### WHAT TO WORK ON
Within the listing below, locate all lines containing the word "image". Copy each one.
BEGIN
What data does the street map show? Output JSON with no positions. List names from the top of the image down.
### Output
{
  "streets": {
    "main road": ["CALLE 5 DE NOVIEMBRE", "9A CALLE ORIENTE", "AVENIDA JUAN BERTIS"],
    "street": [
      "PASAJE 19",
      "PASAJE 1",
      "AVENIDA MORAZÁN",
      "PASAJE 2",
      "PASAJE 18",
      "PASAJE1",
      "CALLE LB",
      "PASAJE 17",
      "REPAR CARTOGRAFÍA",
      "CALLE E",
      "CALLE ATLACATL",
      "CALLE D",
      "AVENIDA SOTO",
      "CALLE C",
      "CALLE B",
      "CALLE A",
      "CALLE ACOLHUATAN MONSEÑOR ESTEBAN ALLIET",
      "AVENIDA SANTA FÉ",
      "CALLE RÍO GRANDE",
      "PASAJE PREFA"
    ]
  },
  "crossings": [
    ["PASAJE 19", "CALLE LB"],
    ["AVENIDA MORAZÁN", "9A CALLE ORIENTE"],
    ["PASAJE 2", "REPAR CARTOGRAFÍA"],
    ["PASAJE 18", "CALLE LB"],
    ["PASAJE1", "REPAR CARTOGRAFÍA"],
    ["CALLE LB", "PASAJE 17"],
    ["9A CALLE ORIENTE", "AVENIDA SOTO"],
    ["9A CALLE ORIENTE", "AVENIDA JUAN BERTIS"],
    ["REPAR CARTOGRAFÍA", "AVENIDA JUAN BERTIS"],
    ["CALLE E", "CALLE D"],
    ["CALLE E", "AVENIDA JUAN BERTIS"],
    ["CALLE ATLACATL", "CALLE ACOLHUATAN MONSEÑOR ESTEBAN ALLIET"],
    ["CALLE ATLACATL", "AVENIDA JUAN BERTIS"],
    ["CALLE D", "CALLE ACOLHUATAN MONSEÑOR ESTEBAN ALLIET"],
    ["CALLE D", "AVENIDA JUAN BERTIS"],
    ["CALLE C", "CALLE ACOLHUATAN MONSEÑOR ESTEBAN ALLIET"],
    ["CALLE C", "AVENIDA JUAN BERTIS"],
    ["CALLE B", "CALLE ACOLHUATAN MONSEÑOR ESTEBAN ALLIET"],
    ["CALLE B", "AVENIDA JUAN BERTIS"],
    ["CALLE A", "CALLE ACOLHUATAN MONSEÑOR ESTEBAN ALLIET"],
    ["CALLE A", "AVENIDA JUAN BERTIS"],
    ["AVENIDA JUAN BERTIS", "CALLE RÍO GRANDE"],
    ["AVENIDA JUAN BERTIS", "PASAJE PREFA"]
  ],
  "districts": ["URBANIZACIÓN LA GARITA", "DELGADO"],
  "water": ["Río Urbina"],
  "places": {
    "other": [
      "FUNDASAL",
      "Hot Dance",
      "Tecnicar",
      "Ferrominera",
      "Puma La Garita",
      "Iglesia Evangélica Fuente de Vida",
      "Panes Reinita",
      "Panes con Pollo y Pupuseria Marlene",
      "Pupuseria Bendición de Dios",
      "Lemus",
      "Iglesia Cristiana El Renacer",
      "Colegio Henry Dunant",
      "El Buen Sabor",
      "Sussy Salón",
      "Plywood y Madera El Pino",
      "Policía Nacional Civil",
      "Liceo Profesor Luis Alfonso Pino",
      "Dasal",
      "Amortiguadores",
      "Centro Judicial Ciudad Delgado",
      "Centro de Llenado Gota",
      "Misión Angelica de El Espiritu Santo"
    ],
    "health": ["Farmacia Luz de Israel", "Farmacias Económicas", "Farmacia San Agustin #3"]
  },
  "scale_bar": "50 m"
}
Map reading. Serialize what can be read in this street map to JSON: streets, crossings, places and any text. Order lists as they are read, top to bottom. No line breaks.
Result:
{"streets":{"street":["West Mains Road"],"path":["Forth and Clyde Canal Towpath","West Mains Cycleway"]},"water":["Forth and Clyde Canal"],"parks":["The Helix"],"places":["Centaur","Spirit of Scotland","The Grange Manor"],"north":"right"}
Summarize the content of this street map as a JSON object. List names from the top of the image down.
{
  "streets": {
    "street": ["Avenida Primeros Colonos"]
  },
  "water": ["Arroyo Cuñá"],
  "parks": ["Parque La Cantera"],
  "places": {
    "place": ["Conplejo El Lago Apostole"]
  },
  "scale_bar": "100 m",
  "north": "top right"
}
END
### SOLUTION TO THIS TASK
What data does the street map show? Output JSON with no positions. List names from the top of the image down.
Summarize the content of this street map as a JSON object. List names from the top of the image down.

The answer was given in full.